早期により現実的な概念をテストすることで、AP+のチームはより良いフィードバックを得て、重要なエンジニアリング投資をする前にイノベーションのリスクを低減できます。
“私たちの仕事はリスクを低減し、エコシステム全体でより良い決済体験を実現しやすくすることです。AIを使えば、チームはより多くのアイデアを検討し、考えをより早く検証または否定でき、それが迅速な実現につながります。” — Jason Backhouse, Chief Operations and Delivery Officer, Australian Payments Plus
リーダーシップの教訓
AP+の経験は、規制対象組織が日常業務にAIを責任を持って拡大導入する際の実践的な教訓を提供します。
- 安全な経路を使いやすくする: 従業員が明確な境界内で安全に実験できるよう、適切なアクセス権を持つセキュアでガバナンスされたツールを提供した。

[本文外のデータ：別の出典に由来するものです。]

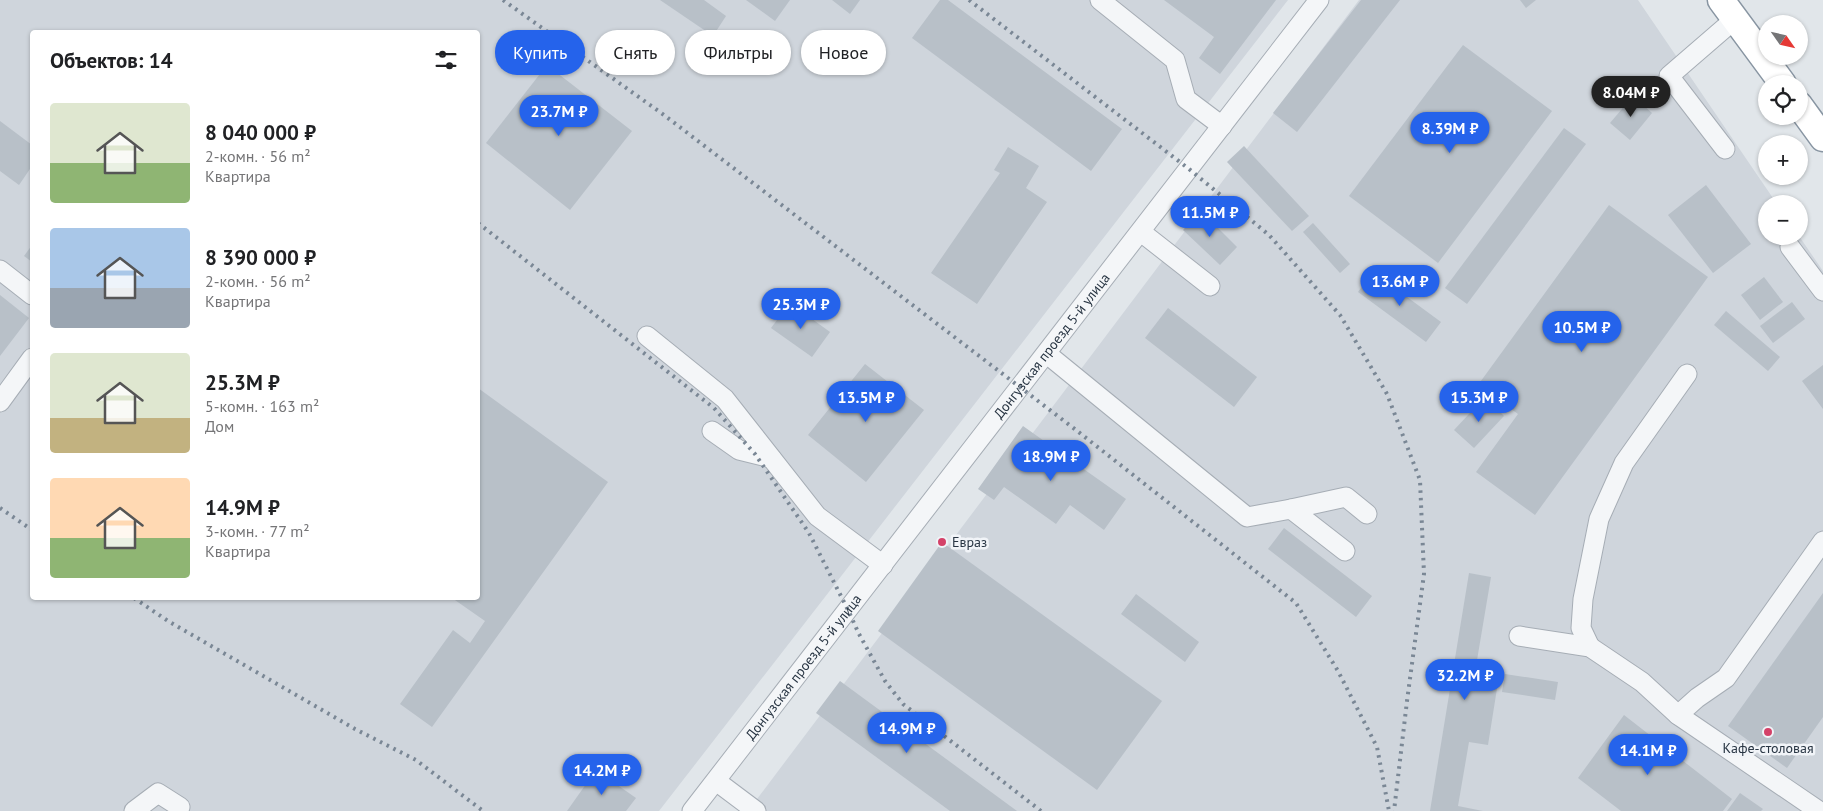 <!DOCTYPE html>
<html lang="ru">
<meta charset="utf-8">
<style>
:root{--surface:#fff;--page:#f2f2f2;--text:#202124;--muted:#757577;--accent:#2563eb}
body{margin:0;font-family:"PT Sans",sans-serif;background:var(--page);color:var(--text);height:100vh;display:flex;flex-direction:column;font-size:19px;white-space:nowrap}
*{box-sizing:border-box;margin:0}
p{font-size:16px;color:var(--muted)}
.icon{flex:none;width:28px;height:28px;fill:none;stroke:currentColor;stroke-width:2;stroke-linecap:round;stroke-linejoin:round}
.map{position:relative;flex:1;overflow:hidden}
.side{position:absolute;left:30px;top:30px;width:450px;height:570px;display:flex;flex-direction:column;background:var(--surface);border-radius:5px;box-shadow:0 1px 4px #0004}
.side>*{flex:none}
.hud{position:absolute;left:495px;top:30px;width:475px;height:45px;display:flex;gap:10px}
.needle{width:32px;rotate:124deg}
.fabs{position:absolute;left:1758px;top:15px;display:grid;gap:10px}
.fabs a{display:grid;place-items:center;width:50px;height:50px;border-radius:50%;background:var(--surface);box-shadow:0 1px 4px #0004;font-size:25px}
.price{position:absolute;translate:-50% -42px;padding:0 11px;border-radius:18px;background:var(--accent);color:#fff;font-size:16px;line-height:32px;filter:drop-shadow(0 1px 2px #0008)}
.price::after{content:'';position:absolute;left:50%;top:30px;width:15px;height:11px;margin-left:-8px;background:inherit;clip-path:polygon(0 0,100% 0,50% 100%)}
.price.active{background:#222;color:#fff}
ul{padding:0;list-style:none}
li{display:flex;align-items:center;gap:15px;height:125px;padding:0 20px}
li span{display:grid;place-items:center;flex:none;width:140px;height:100px;border-radius:5px;color:#555}
li>.icon{margin-inline-start:auto}
span .icon{width:60px;height:60px;fill:#fffc;stroke-width:1}
li b{font-size:21px}
h2{display:flex;justify-content:space-between;align-items:center;height:60px;padding:0 20px;font-size:21px}
.chip{padding:0 18px;border-radius:22px;background:var(--surface);box-shadow:0 1px 4px #0004;font-size:18px;line-height:45px}
.chip.active{background:var(--accent);color:#fff}
.map>svg:first-child{display:block}
.built{fill:#cfd5dc;fill-rule:evenodd}
.building{fill:#b8c0c8}
.lines{fill:none;stroke-linecap:round;stroke-linejoin:round}
.minor-casing{stroke:#a6adb5;stroke-width:21}
.highway-casing{stroke:#8895a2;stroke-width:29}
.minor{stroke:#f4f6f8;stroke-width:19}
.highway{stroke:#fff;stroke-width:26}
.rail{stroke:#7a8795;stroke-width:4;stroke-dasharray:2.5 5;stroke-linecap:butt}
.poi-dot{fill:#d44168;stroke:#f1f4f8;stroke-width:2}
.labels{text-anchor:middle;stroke-width:5;stroke-linejoin:round;paint-order:stroke}
.street-label{font-size:14px;fill:#283543;stroke:#f1f4f8}
.poi-label{font-size:14px;fill:#283543;stroke:#f1f4f8;text-anchor:start}
</style>
<div class="map">
<svg width="1823" height="811" viewBox="0 0 1823 811">
<rect width="100%" height="100%" fill="#e1e6ea"/>
<!-- built -->
<g class="built">
<path d="M0 0H1288L659 811H0ZM32 32H478V598H32Z"/>
<polygon points="1359,0 1638,0 1777,204 1766,204 1766,236 1799,236 1823,271 1823,811 748,811"/>
</g>
<!-- building -->
<g class="building">
<polygon points="660,0 704,0 726,16 713,36"/>
<polygon points="746,0 790,0 775,21"/>
<polygon points="832,0 860,0 850,14"/>
<polygon points="940,0 948,0 1122,129 1091,171 912,38"/>
<polygon points="1164,0 1276,0 1220,74 1199,58 1214,37"/>
<polygon points="1361,0 1400,0 1297,132 1273,113"/>
<polygon points="1520,0 1536,0 1526,8"/>
<polygon points="1463,45 1552,111 1438,263 1349,196"/>
<polygon points="547,65 632,131 570,210 486,143"/>
<polygon points="1633,96 1652,113 1630,140 1610,123"/>
<polygon points="0,121 32,145 32,166 19,185 0,171"/>
<polygon points="1564,128 1586,144 1467,304 1445,288"/>
<polygon points="1244,146 1309,216 1292,231 1227,162"/>
<polygon points="1008,147 1039,166 1026,188 1047,202 977,304 931,273 1000,173 994,170"/>
<polygon points="1706,185 1751,244 1713,273 1668,215"/>
<polygon points="1609,205 1708,277 1535,515 1476,472 1518,414 1478,385"/>
<polygon points="1201,211 1237,247 1220,265 1183,230"/>
<polygon points="1313,223 1350,264 1340,273 1303,232"/>
<polygon points="32,245 32,262 24,256"/>
<polygon points="1373,272 1441,322 1426,342 1358,292"/>
<polygon points="1764,277 1783,302 1760,320 1741,295"/>
<polygon points="0,295 29,318 0,356"/>
<polygon points="1792,302 1805,319 1773,343 1760,326"/>
<polygon points="790,303 830,332 812,357 771,328"/>
<polygon points="1168,308 1257,377 1234,407 1145,338"/>
<polygon points="1726,311 1780,357 1768,371 1714,325"/>
<polygon points="865,364 924,410 866,482 808,435"/>
<polygon points="1823,365 1823,409 1802,381"/>
<polygon points="478,388 608,482 432,727 400,704 453,630 470,643 485,621 452,598 478,598"/>
<polygon points="1485,397 1504,416 1474,448 1454,430"/>
<polygon points="1023,426 1126,499 1104,530 1070,505 1056,524 1004,487 994,500 978,489"/>
<polygon points="1284,528 1372,596 1356,617 1268,549"/>
<polygon points="942,542 1162,701 1097,790 878,631"/>
<polygon points="1469,573 1491,577 1475,672 1499,676 1488,745 1469,742 1458,806 1483,811 1430,811"/>
<polygon points="1823,593 1823,717 1787,768 1728,726"/>
<polygon points="1136,594 1199,642 1185,662 1121,614"/>
<polygon points="1505,674 1558,682 1555,700 1502,692"/>
<polygon points="840,681 1017,811 950,811 816,713"/>
<polygon points="1624,715 1732,799 1723,811 1621,811 1578,778"/>
<polygon points="596,770 636,798 626,811 567,811"/>
<polygon points="1740,793 1763,809 1761,811 1727,811"/>
</g>
<g class="lines">
<!-- minor casing -->
<g class="minor-casing">
<g id="minor">
<polyline points="1100,0 1175,60 1186,99 1222,126"/>
<polyline points="1725,149 1669,76 1735,19"/>
<polyline points="1141,232 1210,286"/>
<polyline points="1790,247 1823,291"/>
<polyline points="0,270 32,295"/>
<polyline points="647,336 725,399 817,516 883,565"/>
<polyline points="1047,354 1247,517 1291,509 1345,551"/>
<polyline points="0,402 32,358"/>
<polyline points="712,431 739,450 771,458"/>
<polyline points="1291,509 1346,497 1367,514"/>
<polyline points="1519,636 1590,647 1642,682 1678,715 1819,811"/>
<polyline points="1590,647 1581,628 1583,599 1599,519 1624,463 1687,374"/>
<polyline points="1678,715 1697,698 1726,678 1823,541"/>
<polyline points="716,781 756,811"/>
<polyline points="134,811 158,793 180,807"/>
<path id="s1" d="M692 811 1319 0"/>
</g>
</g>
<!-- highway casing -->
<g class="highway-casing">
<g id="highway">
<polyline points="1721,0 1783,84"/>
<polyline points="1799,105 1823,138"/>
</g>
</g>
<!-- minor -->
<use href="#minor" class="minor"/>
<!-- highway -->
<use href="#highway" class="highway"/>
<!-- rail -->
<g class="rail">
<polyline points="503,0 664,115 1076,430 1296,603 1338,671 1377,747 1389,811"/>
<polyline points="969,0 1189,169 1269,235 1340,315 1387,394 1420,480 1424,574 1407,701 1394,811"/>
<polyline points="478,223 714,408 755,454 809,533 848,610 859,634 885,681 903,704 1041,811"/>
<polyline points="0,508 32,530"/>
<polyline points="134,598 168,621 355,729 416,760 483,811"/>
</g>
</g>
<!-- markers -->
<g class="poi-dot">
<circle cx="942" cy="542" r="5"/>
<circle cx="1768" cy="732" r="5"/>
</g>
<g class="labels">
<!-- street labels -->
<g class="street-label">
<text dy="5" stroke="none"><textPath href="#s1" startOffset="588">Донгузская проезд 5-й улица</textPath></text>
<text dy="5" stroke="none"><textPath href="#s1" startOffset="182">Донгузская проезд 5-й улица</textPath></text>
</g>
<!-- poi labels -->
<g class="poi-label">
<text x="952" y="547">Евраз</text>
<text x="1768" y="753" text-anchor="middle">Кафе-столовая</text>
</g>
</g>
</svg>
<div class="fabs">
<a><svg class="needle" viewBox="-14 -14 28 28"><path d="M0-13l5 13h-10z" fill="#e53935"/><path d="M0 13l5-13h-10z" fill="#757577"/></svg></a>
<a><svg class="icon" aria-label="locate" viewBox="0 0 24 24"><circle cx="12" cy="12" r="6"/><path d="M12 2v4M12 18v4M2 12h4M18 12h4"/></svg></a>
<a>+</a>
<a>−</a>
</div>
<b class="price active" style="left:1631px;top:118px">8.04M ₽</b>
<b class="price" style="left:559px;top:137px">23.7M ₽</b>
<b class="price" style="left:1450px;top:154px">8.39M ₽</b>
<b class="price" style="left:1210px;top:238px">11.5M ₽</b>
<b class="price" style="left:1400px;top:307px">13.6M ₽</b>
<b class="price" style="left:801px;top:330px">25.3M ₽</b>
<b class="price" style="left:1582px;top:353px">10.5M ₽</b>
<b class="price" style="left:866px;top:423px">13.5M ₽</b>
<b class="price" style="left:1479px;top:423px">15.3M ₽</b>
<b class="price" style="left:1051px;top:482px">18.9M ₽</b>
<b class="price" style="left:1465px;top:701px">32.2M ₽</b>
<b class="price" style="left:907px;top:754px">14.9M ₽</b>
<b class="price" style="left:1648px;top:776px">14.1M ₽</b>
<b class="price" style="left:602px;top:796px">14.2M ₽</b>
<div class="hud">
<a class="chip active">Купить</a>
<a class="chip">Снять</a>
<a class="chip">Фильтры</a>
<a class="chip">Новое</a>
</div>
<section class="side">
<h2>Объектов: 14<svg class="icon" aria-label="filters" viewBox="0 0 24 24"><path d="M4 7h16M4 17h16"/><circle cx="9" cy="7" r="2"/><circle cx="15" cy="17" r="2"/></svg></h2>
<ul>
<li><span style="background:linear-gradient(#dfe7d0 60%,#8fb573 0)"><svg class="icon" aria-label="home" viewBox="0 0 24 24"><path d="M3 11l9-7 9 7M6 9v11h12V9"/></svg></span><div><b>8 040 000 ₽</b><p>2-комн. · 56 m²</p><p>Квартира</p></div></li>
<li><span style="background:linear-gradient(#a9c7e8 60%,#9aa5b1 0)"><svg class="icon" aria-label="home" viewBox="0 0 24 24"><path d="M3 11l9-7 9 7M6 9v11h12V9"/></svg></span><div><b>8 390 000 ₽</b><p>2-комн. · 56 m²</p><p>Квартира</p></div></li>
<li><span style="background:linear-gradient(#dfe7d0 65%,#c2b280 0)"><svg class="icon" aria-label="home" viewBox="0 0 24 24"><path d="M3 11l9-7 9 7M6 9v11h12V9"/></svg></span><div><b>25.3M ₽</b><p>5-комн. · 163 m²</p><p>Дом</p></div></li>
<li><span style="background:linear-gradient(#ffd9b3 60%,#8fb573 0)"><svg class="icon" aria-label="home" viewBox="0 0 24 24"><path d="M3 11l9-7 9 7M6 9v11h12V9"/></svg></span><div><b>14.9M ₽</b><p>3-комн. · 77 m²</p><p>Квартира</p></div></li>
</ul>
</section>
</div>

- ガバナンスを導入のパートナーにする: 規制環境では、プライバシー、セキュリティ、ガバナンス、運用リスクに責任を負うチーム間での質の高い対話が導入の鍵となる。
- 文脈に即した学習を促す: AI導入は、一般的なトレーニングだけでなく、自分たちのチームに関係する具体的な事例を見ることで最も効果が出ると分かった。
- チャンピオンを活用して変化を具体化する: AIチャンピオンは既存のチームのリズムにユースケースを取り込み、追加の会議や独立したAIプログラムの必要性を減らすのに役立つ。
“従業員主導のイノベーションがリーダーシップ主導の支援に支えられるとき、AIは最大の価値を生み出します。” — Steve Reid, Chief People and Culture Officer, Australian Payments Plus
今後の展開
ChatGPT Enterpriseが日常業務に定着し、Codexの採用が進むにつれて、AP+はプロダクト開発、技術調査、会員向けワークフローでAI活用を拡大しています。常に専門家によるレビューと人間の説明責任を維持しつつ、OpenAIのソリューションによりAP+は複雑さをより速く処理する手助けをしています。